_WORK ITEM_: Starting at the line below with "Build a gazetteer" and stopping at the line with "Task: Parse the", please print each line exactly, those two included, and skip every picture.

_PROVIDED DATA_:

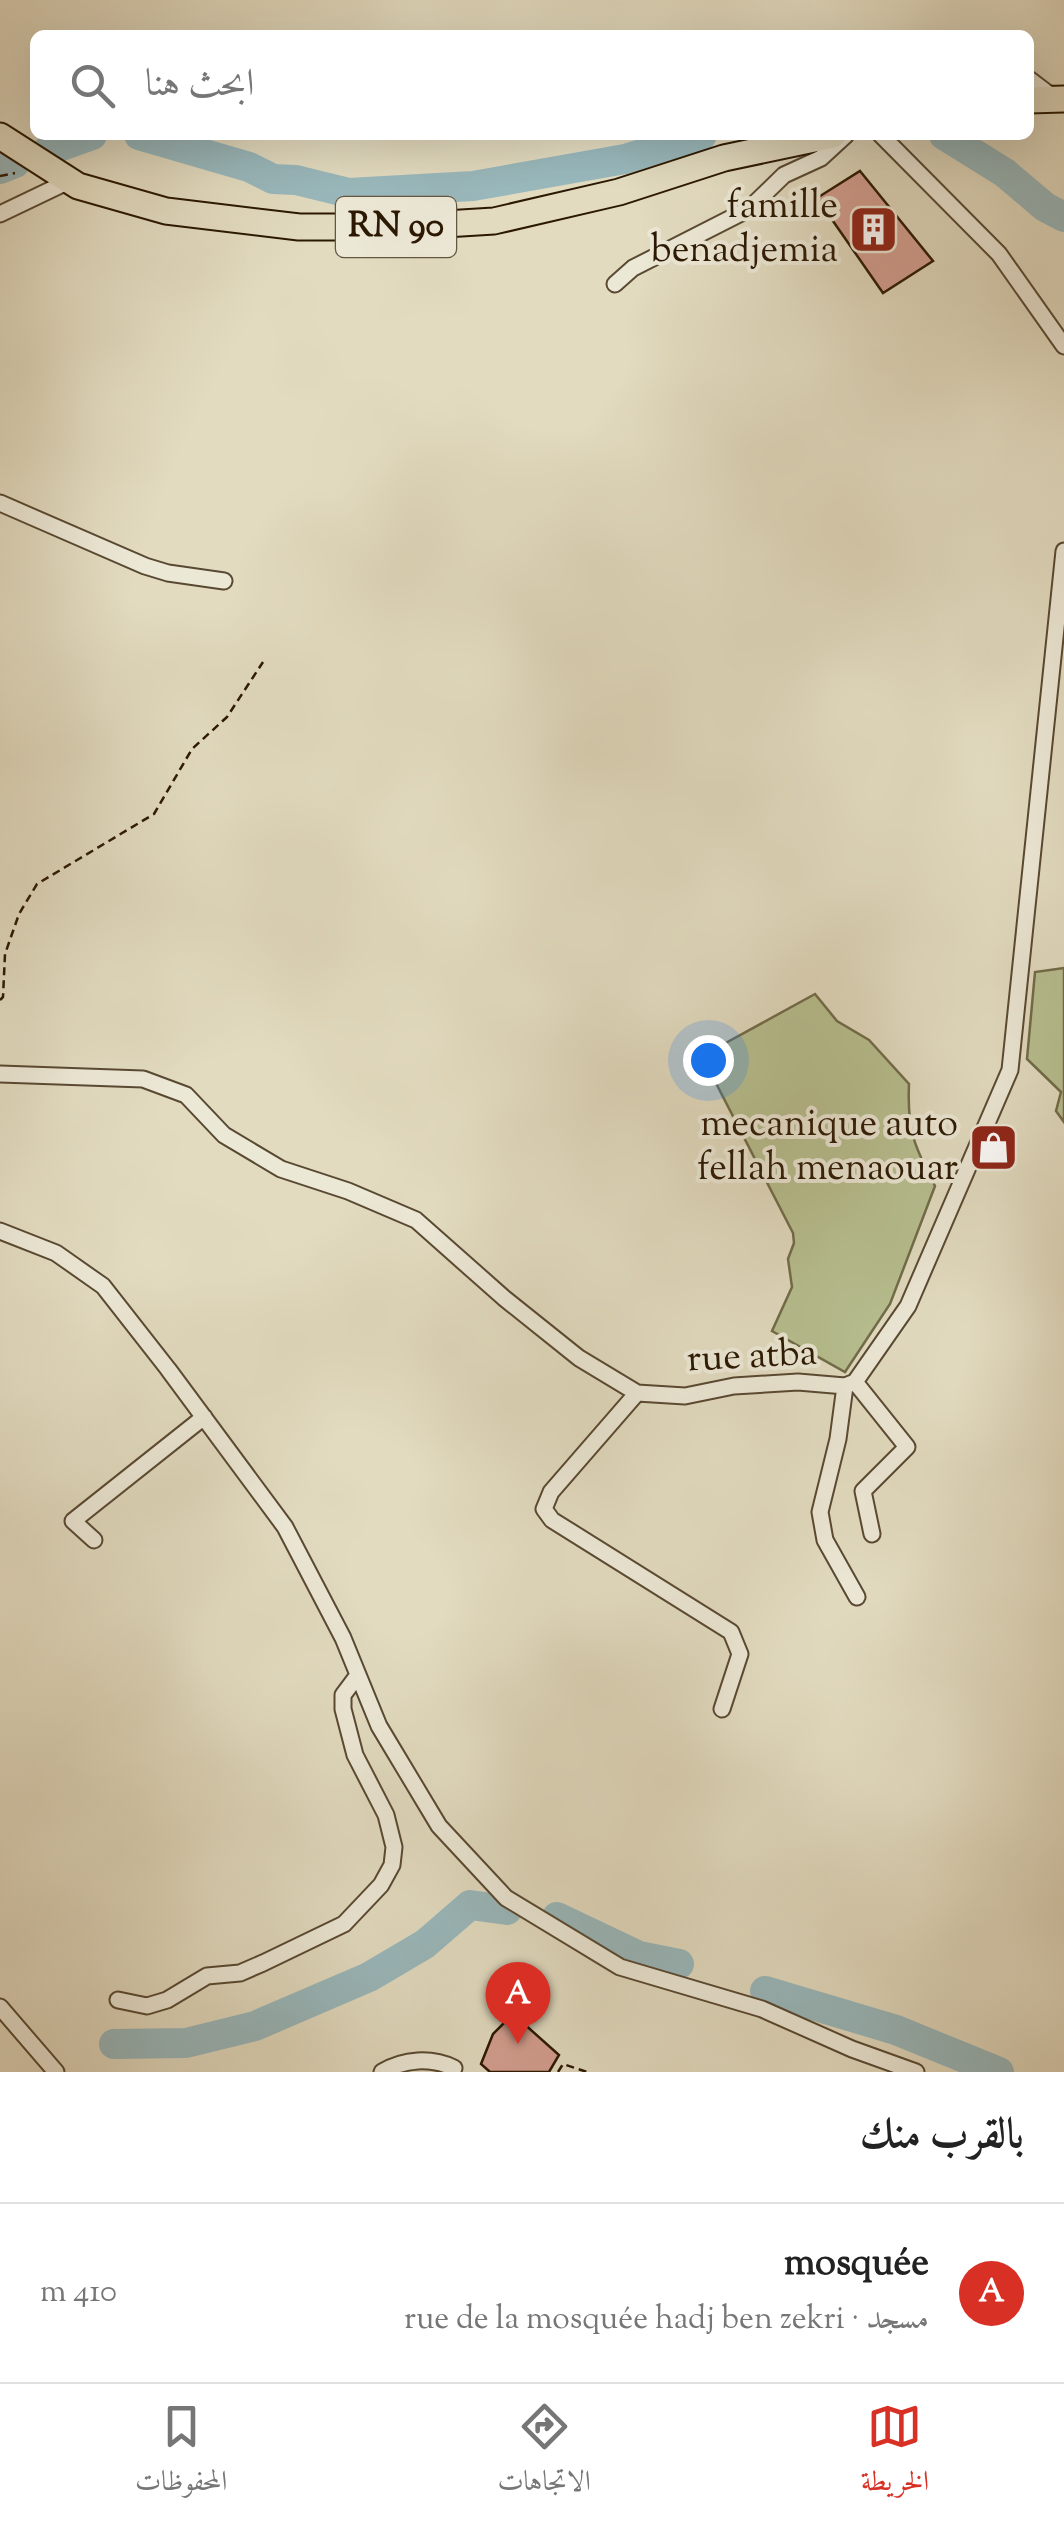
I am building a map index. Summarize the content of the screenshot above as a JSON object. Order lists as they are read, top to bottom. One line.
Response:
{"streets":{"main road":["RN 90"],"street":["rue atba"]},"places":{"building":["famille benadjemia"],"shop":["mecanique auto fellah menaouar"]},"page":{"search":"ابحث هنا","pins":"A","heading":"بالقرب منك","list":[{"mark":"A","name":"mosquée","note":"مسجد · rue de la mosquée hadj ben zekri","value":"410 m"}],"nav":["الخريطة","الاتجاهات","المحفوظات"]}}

* * *

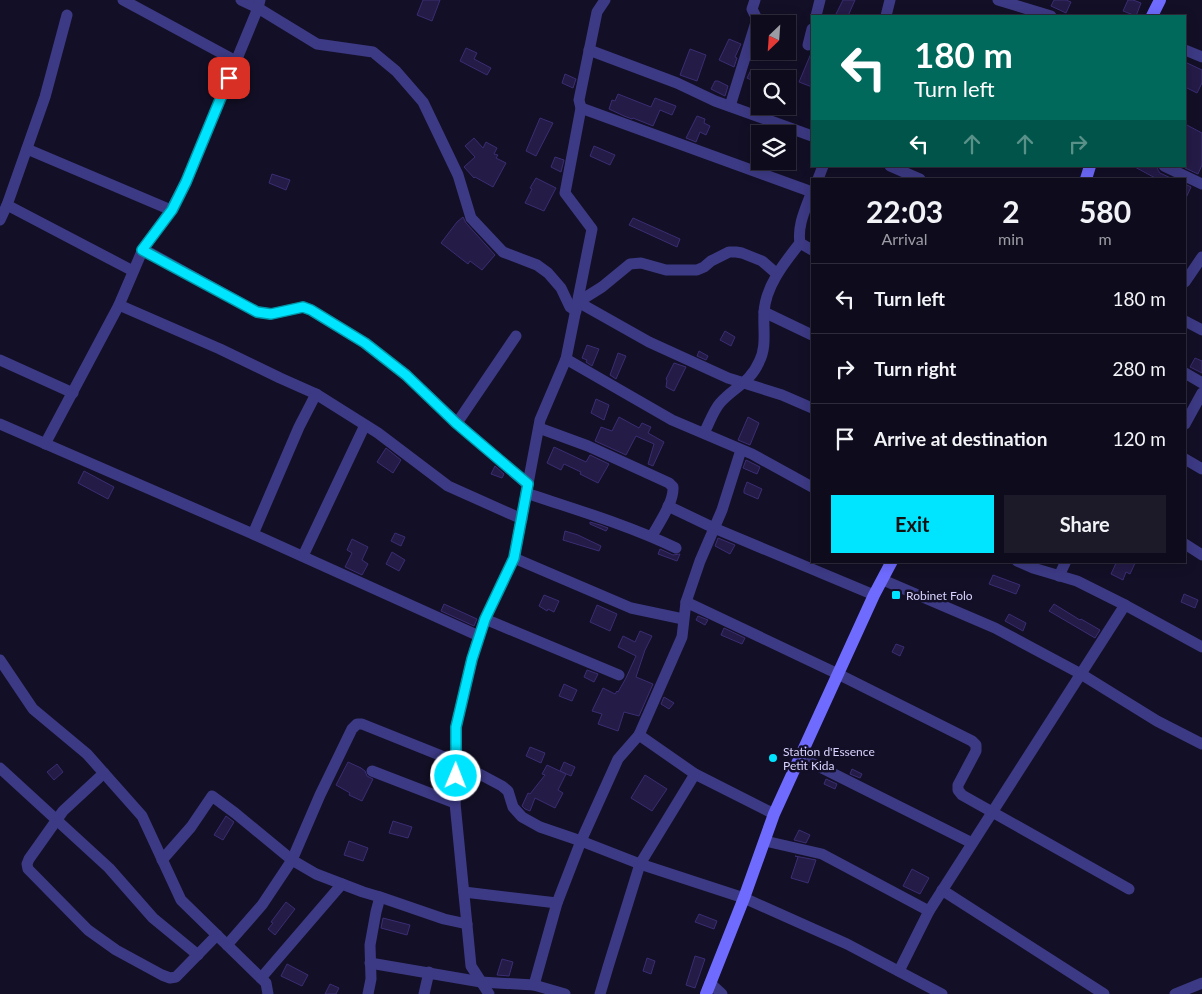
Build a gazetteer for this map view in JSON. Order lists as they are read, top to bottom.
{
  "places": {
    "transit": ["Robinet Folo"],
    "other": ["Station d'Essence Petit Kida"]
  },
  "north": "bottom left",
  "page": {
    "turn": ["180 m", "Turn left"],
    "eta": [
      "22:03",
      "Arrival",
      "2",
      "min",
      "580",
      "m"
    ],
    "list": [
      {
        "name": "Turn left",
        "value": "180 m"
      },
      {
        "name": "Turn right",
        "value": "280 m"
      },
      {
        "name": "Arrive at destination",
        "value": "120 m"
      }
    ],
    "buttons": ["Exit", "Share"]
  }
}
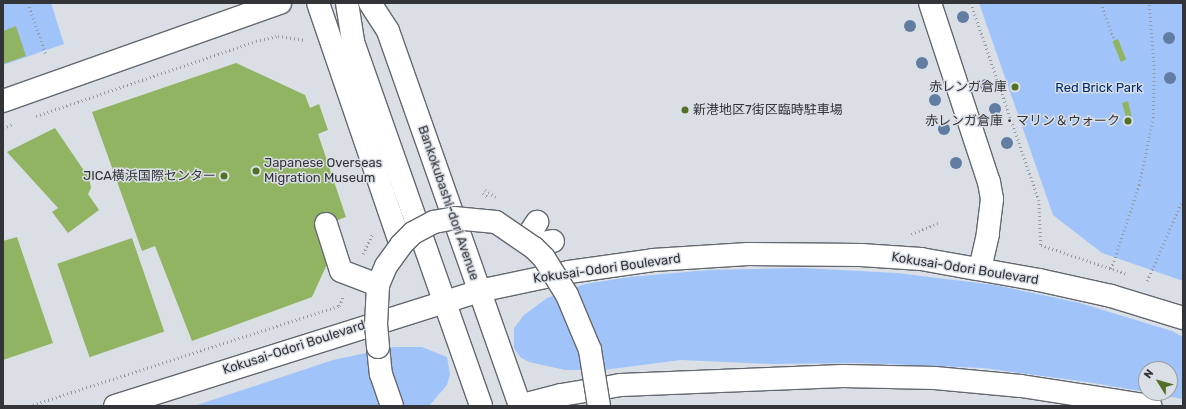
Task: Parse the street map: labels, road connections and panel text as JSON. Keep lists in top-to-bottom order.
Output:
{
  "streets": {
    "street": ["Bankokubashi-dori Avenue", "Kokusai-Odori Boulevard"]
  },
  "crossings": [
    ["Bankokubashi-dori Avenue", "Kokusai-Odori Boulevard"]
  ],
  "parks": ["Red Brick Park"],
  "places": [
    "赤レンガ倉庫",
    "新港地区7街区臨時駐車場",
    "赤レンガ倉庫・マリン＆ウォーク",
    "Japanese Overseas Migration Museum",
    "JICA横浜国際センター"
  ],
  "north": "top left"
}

_ANSWER BOX_:
Build a gazetteer for this map view in JSON. Order lists as they are read, top to bottom.
{
  "places": {
    "transit": ["Robinet Folo"],
    "other": ["Station d'Essence Petit Kida"]
  },
  "north": "bottom left",
  "page": {
    "turn": ["180 m", "Turn left"],
    "eta": [
      "22:03",
      "Arrival",
      "2",
      "min",
      "580",
      "m"
    ],
    "list": [
      {
        "name": "Turn left",
        "value": "180 m"
      },
      {
        "name": "Turn right",
        "value": "280 m"
      },
      {
        "name": "Arrive at destination",
        "value": "120 m"
      }
    ],
    "buttons": ["Exit", "Share"]
  }
}
Task: Parse the street map: labels, road connections and panel text as JSON. Keep lists in top-to-bottom order.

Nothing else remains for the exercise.